Segment Open

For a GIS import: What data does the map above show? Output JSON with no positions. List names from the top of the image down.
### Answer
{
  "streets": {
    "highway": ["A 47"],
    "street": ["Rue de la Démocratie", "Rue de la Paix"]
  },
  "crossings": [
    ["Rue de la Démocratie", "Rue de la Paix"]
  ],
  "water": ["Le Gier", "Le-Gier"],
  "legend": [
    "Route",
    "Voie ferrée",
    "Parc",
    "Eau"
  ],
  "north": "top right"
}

Segment Closed

**TASK BRIEF**
Return the entries above, every line intact.

**OUTPUT FOR THIS TASK**
For a GIS import: What data does the map above show? Output JSON with no positions. List names from the top of the image down.
### Answer
{
  "streets": {
    "highway": ["A 47"],
    "street": ["Rue de la Démocratie", "Rue de la Paix"]
  },
  "crossings": [
    ["Rue de la Démocratie", "Rue de la Paix"]
  ],
  "water": ["Le Gier", "Le-Gier"],
  "legend": [
    "Route",
    "Voie ferrée",
    "Parc",
    "Eau"
  ],
  "north": "top right"
}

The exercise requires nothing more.